Speed control of brushless direct current motor using a genetic algorithm-optimized fuzzy proportional integral differential controller

In this article, a genetic algorithm-based proportional integral differential-type fuzzy logic controller for speed control of brushless direct current motors is presented to improve the performance of a conventional proportional integral differential controller and a fuzzy proportional integral differential controller, which consists of a genetic algorithm-based fuzzy gain tuner and a conventional proportional integral differential controller. The tuner is used to adjust the gain parameters of the conventional proportional integral differential controller by a new fuzzy logic controller.
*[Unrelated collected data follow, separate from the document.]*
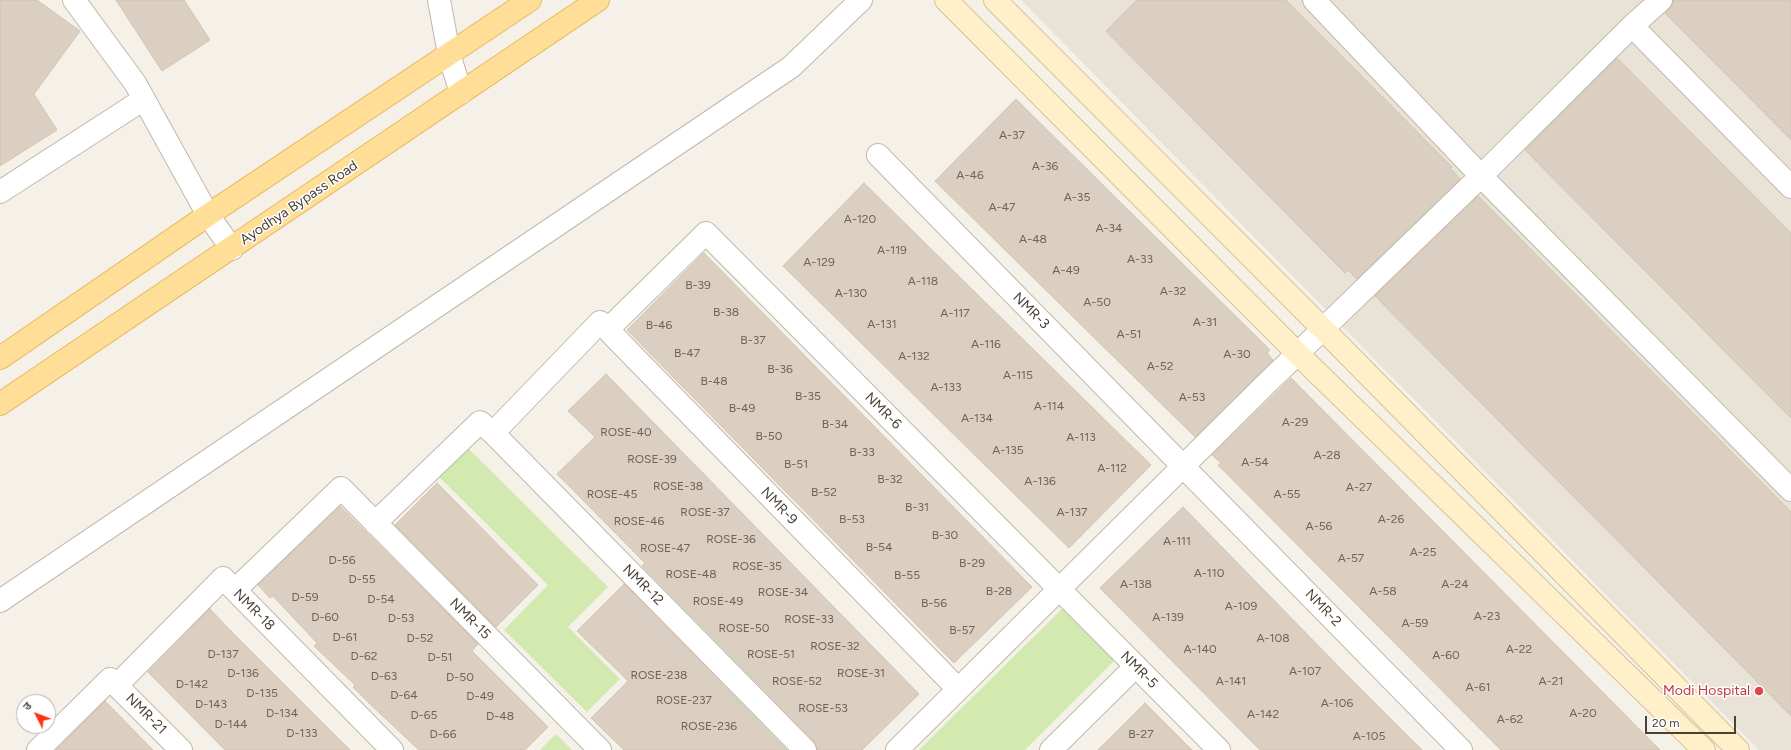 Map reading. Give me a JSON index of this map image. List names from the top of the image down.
{
  "streets": {
    "main road": ["Ayodhya Bypass Road"],
    "street": [
      "NMR-3",
      "NMR-6",
      "NMR-9",
      "NMR-12",
      "NMR-2",
      "NMR-18",
      "NMR-15",
      "NMR-5",
      "NMR-21"
    ]
  },
  "crossings": [
    ["NMR-3", "NMR-2"],
    ["NMR-6", "NMR-9"],
    ["NMR-6", "NMR-5"],
    ["NMR-18", "NMR-15"],
    ["NMR-18", "NMR-21"]
  ],
  "places": ["Modi Hospital"],
  "house_numbers": [
    "A-37",
    "A-36",
    "A-46",
    "A-35",
    "A-47",
    "A-120",
    "A-34",
    "A-48",
    "A-119",
    "A-33",
    "A-129",
    "A-49",
    "A-118",
    "B-39",
    "A-32",
    "A-130",
    "A-50",
    "B-38",
    "A-117",
    "A-31",
    "A-131",
    "B-46",
    "A-51",
    "B-37",
    "A-116",
    "B-47",
    "A-30",
    "A-132",
    "A-52",
    "B-36",
    "A-115",
    "B-48",
    "A-133",
    "B-35",
    "A-53",
    "A-114",
    "B-49",
    "A-134",
    "A-29",
    "B-34",
    "ROSE-40",
    "B-50",
    "A-113",
    "A-135",
    "B-33",
    "A-28",
    "ROSE-39",
    "A-54",
    "B-51",
    "A-112",
    "B-32",
    "A-136",
    "ROSE-38",
    "A-27",
    "B-52",
    "ROSE-45",
    "A-55",
    "B-31",
    "ROSE-37",
    "A-137",
    "B-53",
    "A-26",
    "ROSE-46",
    "A-56",
    "B-30",
    "ROSE-36",
    "A-111",
    "B-54",
    "ROSE-47",
    "A-25",
    "A-57",
    "D-56",
    "B-29",
    "ROSE-35",
    "A-110",
    "ROSE-48",
    "B-55",
    "D-55",
    "A-138",
    "A-24",
    "B-28",
    "A-58",
    "ROSE-34",
    "D-59",
    "D-54",
    "ROSE-49",
    "B-56",
    "A-109",
    "A-23",
    "D-60",
    "A-139",
    "D-53",
    "ROSE-33",
    "A-59",
    "ROSE-50",
    "B-57",
    "D-61",
    "D-52",
    "A-108",
    "ROSE-32",
    "A-140",
    "A-22",
    "D-137",
    "ROSE-51",
    "A-60",
    "D-62",
    "D-51",
    "A-107",
    "D-136",
    "ROSE-31",
    "ROSE-238",
    "D-63",
    "D-50",
    "ROSE-52",
    "A-141",
    "A-21",
    "D-142",
    "A-61",
    "D-135",
    "D-64",
    "D-49",
    "ROSE-237",
    "A-106",
    "D-143",
    "ROSE-53",
    "D-134",
    "A-20",
    "A-142",
    "D-65",
    "D-48",
    "A-62",
    "D-144",
    "ROSE-236",
    "D-133",
    "D-66",
    "B-27",
    "A-105"
  ],
  "scale_bar": "20 m",
  "north": "top left"
}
Different from the conventional fuzzy logic controller based on expert experience, the proposed fuzzy logic controller adaptively tunes the membership functions and control rules by using an improved genetic algorithm. Moreover, the genetic algorithm utilizes a novel reproduction operator combined with the fitness value and the Euclidean distance of individuals to optimize the shape of the membership functions and the contents of the rule base. The performance of the genetic algorithm-based proportional integral differential-type fuzzy logic controller is evaluated through extensive simulations under different operating conditions such as varying set speed, constant load, and varying load conditions in terms of overshoot, undershoot, settling time, recovery time, and steady-state error. The results show that the genetic algorithm-based proportional integral differential-type fuzzy logic controller has superior performance than the conventional proportional integral differential controller, gain tuned proportional integral differential controller, conventional fuzzy proportional integral differential controller, and scaling factor tuned fuzzy proportional integral differential controller.